During a town hall meeting held in the City Council chambers Saturday, Rep. Katie Hill, D-Agua Dulce, discussed a number of topics she says her office has been working on during her first 100 days.
Among the topics brought up to an often combative and raucous audience was the announcement that her third and final field office, the one for Santa Clarita, is set to be open on Monday.
In addition to making the announcement regarding her office, which is located 23734 Valencia Blvd., Hill invited Rep. Mike Thompson, D-San Francisco, chair of the House Gun Violence Prevention Task Force, to attend the town hall.
Together, they touched on House Resolution 1, an attempt at campaign finance reform, and House Resolution 8, a bill that would establish new background check requirements for firearm transfers between private parties.

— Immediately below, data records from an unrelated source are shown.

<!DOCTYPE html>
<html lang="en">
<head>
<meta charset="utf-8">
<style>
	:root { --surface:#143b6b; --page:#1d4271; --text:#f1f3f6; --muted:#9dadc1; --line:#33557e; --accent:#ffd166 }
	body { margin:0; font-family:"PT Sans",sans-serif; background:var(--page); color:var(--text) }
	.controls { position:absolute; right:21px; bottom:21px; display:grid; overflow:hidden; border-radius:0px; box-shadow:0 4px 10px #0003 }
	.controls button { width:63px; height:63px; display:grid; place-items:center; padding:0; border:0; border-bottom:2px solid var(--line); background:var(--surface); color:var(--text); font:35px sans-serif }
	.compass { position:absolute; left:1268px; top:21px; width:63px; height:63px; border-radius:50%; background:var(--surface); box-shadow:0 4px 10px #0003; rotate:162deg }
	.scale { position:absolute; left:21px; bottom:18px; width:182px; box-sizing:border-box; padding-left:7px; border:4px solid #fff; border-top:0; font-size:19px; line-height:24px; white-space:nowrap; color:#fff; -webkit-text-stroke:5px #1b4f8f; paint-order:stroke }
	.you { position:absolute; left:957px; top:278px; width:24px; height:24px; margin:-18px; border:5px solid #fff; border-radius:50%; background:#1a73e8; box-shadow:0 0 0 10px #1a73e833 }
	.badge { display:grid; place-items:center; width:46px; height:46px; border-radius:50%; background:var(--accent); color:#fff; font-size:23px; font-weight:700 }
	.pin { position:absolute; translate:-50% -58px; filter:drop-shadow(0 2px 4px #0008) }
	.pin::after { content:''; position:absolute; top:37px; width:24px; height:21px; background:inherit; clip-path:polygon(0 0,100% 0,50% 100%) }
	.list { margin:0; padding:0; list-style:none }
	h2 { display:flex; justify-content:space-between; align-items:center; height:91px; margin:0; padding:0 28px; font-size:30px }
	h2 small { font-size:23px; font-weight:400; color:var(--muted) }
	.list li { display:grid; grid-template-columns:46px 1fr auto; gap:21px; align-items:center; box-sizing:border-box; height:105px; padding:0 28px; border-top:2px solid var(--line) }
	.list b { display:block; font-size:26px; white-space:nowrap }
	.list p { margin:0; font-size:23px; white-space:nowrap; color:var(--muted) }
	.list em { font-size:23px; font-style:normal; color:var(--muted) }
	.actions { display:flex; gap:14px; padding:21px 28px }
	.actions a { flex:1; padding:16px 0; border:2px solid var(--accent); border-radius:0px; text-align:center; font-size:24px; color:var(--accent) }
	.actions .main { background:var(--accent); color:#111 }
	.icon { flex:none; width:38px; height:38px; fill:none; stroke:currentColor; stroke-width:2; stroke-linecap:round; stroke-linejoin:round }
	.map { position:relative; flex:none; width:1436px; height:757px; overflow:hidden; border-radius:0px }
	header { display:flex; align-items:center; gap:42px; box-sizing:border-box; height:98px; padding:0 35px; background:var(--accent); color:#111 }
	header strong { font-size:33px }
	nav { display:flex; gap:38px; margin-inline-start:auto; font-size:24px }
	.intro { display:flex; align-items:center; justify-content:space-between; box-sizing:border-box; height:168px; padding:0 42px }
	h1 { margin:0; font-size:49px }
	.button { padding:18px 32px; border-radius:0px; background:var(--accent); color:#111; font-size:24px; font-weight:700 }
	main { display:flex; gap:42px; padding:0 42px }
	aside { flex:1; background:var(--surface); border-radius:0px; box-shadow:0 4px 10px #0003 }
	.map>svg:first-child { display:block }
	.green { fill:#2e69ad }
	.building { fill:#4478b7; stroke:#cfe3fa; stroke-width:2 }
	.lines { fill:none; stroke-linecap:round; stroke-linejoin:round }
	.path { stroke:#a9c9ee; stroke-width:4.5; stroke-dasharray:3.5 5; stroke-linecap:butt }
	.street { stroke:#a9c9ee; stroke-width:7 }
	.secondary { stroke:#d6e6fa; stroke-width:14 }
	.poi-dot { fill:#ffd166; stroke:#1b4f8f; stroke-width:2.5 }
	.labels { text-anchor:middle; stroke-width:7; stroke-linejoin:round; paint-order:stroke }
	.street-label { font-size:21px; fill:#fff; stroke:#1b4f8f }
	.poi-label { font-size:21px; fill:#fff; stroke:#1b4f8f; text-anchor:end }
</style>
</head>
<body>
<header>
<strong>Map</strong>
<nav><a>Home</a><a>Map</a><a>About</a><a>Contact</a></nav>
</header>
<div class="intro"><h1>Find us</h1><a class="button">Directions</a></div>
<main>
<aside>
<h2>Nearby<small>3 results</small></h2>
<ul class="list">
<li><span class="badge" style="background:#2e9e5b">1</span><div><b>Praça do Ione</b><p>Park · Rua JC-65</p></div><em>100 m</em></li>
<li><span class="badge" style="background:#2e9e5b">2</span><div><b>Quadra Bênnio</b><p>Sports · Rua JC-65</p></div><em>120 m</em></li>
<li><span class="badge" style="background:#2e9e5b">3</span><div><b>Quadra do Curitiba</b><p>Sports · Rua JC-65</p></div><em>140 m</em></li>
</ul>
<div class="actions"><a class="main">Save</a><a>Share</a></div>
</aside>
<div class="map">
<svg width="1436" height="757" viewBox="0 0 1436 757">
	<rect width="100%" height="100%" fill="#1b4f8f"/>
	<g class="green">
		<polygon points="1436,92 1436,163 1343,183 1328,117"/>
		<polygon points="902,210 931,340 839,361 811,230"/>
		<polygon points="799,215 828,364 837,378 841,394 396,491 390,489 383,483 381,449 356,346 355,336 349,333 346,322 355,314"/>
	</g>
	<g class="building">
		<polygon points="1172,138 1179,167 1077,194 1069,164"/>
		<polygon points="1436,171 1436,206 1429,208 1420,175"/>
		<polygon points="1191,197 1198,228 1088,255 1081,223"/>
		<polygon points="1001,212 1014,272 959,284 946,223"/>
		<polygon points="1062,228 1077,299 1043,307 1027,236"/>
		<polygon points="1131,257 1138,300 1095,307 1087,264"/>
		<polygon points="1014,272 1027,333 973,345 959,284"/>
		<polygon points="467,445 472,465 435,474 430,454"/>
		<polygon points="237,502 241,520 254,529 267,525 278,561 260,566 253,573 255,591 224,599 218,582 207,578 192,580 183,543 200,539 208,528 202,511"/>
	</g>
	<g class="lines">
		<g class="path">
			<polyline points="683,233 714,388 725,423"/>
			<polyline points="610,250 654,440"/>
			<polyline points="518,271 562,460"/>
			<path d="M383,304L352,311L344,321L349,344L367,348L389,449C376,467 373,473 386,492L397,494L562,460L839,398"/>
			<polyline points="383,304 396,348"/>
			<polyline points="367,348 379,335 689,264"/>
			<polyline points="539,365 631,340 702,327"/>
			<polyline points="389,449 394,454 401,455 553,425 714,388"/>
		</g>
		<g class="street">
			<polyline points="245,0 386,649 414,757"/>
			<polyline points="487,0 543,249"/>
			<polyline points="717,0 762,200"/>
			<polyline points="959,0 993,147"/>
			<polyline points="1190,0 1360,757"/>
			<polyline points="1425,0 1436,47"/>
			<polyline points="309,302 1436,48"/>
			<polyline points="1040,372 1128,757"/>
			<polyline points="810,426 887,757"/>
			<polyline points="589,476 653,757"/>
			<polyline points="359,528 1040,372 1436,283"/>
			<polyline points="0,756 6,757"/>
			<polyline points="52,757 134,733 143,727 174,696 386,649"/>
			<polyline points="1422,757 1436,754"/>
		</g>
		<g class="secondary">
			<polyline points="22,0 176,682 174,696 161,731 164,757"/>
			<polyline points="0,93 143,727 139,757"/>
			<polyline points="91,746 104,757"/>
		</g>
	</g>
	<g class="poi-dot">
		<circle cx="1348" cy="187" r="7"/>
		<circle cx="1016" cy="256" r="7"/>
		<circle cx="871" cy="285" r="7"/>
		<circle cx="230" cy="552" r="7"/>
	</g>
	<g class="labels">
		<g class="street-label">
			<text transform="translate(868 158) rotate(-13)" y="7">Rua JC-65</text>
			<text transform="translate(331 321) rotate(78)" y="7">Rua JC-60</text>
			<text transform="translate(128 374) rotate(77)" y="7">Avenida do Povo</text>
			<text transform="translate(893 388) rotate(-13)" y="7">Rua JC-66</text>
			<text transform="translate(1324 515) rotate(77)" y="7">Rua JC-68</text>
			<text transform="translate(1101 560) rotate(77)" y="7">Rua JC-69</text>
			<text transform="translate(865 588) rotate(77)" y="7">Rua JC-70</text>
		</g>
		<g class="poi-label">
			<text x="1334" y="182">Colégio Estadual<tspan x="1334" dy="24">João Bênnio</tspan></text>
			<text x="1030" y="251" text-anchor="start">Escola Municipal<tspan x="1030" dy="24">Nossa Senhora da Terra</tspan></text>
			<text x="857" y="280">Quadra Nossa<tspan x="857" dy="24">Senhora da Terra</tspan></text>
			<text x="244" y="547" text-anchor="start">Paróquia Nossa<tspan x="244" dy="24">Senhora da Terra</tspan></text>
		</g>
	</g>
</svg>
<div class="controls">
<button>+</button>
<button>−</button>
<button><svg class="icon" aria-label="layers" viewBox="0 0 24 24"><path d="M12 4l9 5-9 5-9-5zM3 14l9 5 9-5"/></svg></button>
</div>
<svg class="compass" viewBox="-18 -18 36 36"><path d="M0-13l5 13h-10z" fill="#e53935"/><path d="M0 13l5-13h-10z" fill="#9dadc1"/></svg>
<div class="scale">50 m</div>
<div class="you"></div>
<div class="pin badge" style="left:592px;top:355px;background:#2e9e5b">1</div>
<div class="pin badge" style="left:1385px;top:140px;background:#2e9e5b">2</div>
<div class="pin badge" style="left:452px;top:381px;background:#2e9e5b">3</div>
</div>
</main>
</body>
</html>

Both bills have passed the House, but have yet to be introduced on the Senate floor, Hill said.
“These are two pieces of legislation that have the ability, if we’re able to pass the Senate, to make major changes in our country for generations to come,” Hill said. “H.R. 1 is about people’s access to democracy, and the individual’s ability to have an influence on democracy rather than it just being controlled by corporations and special interests.”
“The second piece is what Mr. Thompson has spearheaded, which is H.R. 8, around universal background checks,” Hill added. “As he mentioned, 90 percent of the population, regardless of if you’re Democrat or a Republican, a gun owner or not, support this. And I think that’s really indicative of how common sense these kinds of measures are.”
The discussion on each of the topics was often cut short by audience members having exchanges with another and shouting over Hill and Thompson.
“Frankly, the most disappointing thing was that people who wanted to actually have input and have a discussion weren’t able to ask their questions and so we’re going to have to look at how we do this in a different format,” Hill said of the disruptions coming from audience members throughout the town hall. “I’m all for people being able to express dissenting opinions, but this isn’t the forum to do that… I thought it was incredibly disrespectful.”
One of those audience members who was often being directly asked to quiet down by the congresswoman, Arthur Schaper, said her support of HR 5, also known as the Equality Act, was detrimental to minority communities.
The bill, according to Congress’s official website, “prohibits discrimination based on sex, sexual orientation, and gender identity in areas including public accommodations and facilities, education, federal funding, employment, housing, credit and the jury system.”
On a flier he was distributing during the meeting, he argues that the bill would “undermine the Civil Rights Movement which black Americans fought for” and will result in religious institutions, such as churches, “being sued or (forced to) lose their tax-exemption status if they do not accommodate LGBT behaviors.”
Hill responded that Schaper was wrong, and Thompson said that they did not have the facts and were simply “pounding the table.”
The question-and-answer portion toward the end of the town hall meeting was moderated by Valencia High School sophomore Cassidy Bensko, who eventually stopped leading discussion due to audience members shouting over her.
“She has shown her gratitude for the kids and the young people in the community… and I think it’s important that she was here period,” said Bensko in response to a question of why she was willing to stand alongside Hill in the midst of the contentious environment. “To have the courage and ethics to stand in front of a group of people that are obviously not in favor of what you are doing, but to still be able to be there for the people who are civil and being respectful and still show your concern for their concerns in the community, is really important.”